How to read .cap files other than Pyshark that is faster than Scapy's rdpcap ()?

岁酱吖の 提交于 2019-12-03 08:35:20

You can patch scapy file named utils.py so that it won't load everything into memory

change :

def read_all(self,count=-1):
    """return a list of all packets in the pcap file
    """
    res=[]
    while count != 0:
        count -= 1
        p = self.read_packet()
        if p is None:
            break
        res.append(p)
    return res

to

def read_all(self,count=-1):
    """return an iterable of all packets in the pcap file
    """
    while count != 0:
        count -= 1
        p = self.read_packet()
        if p is None:
            break
        yield p
    return

credit goes to : http://comments.gmane.org/gmane.comp.security.scapy.general/4462

But link is now dead

Scapy will load all the packets to your memory and create a packetList instance. I think there are two solutions to your problem.

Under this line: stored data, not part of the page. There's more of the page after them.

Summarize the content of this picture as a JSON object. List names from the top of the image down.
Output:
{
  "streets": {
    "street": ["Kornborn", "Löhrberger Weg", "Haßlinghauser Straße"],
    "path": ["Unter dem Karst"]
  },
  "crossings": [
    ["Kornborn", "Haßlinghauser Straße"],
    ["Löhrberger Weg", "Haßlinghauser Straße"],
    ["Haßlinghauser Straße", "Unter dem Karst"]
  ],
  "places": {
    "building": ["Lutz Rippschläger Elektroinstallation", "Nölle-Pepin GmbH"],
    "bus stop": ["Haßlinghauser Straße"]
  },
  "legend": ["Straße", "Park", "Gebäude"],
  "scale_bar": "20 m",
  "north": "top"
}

  1. Capture packets with a filter. In my work, I have never captured more than 2MB packets since I only capture on one wireless channel once.
  2. Divide the huge packet file into several smaller parts. And then deal with them.

Hope it helps.

If pyshark suits your needs, you can use it like so:

cap = pyshark.FileCapture('/tmp/mycap.cap')
for packet in cap:
    my_layer = packet.layer_name # or packet['layer name'] or packet[layer_index]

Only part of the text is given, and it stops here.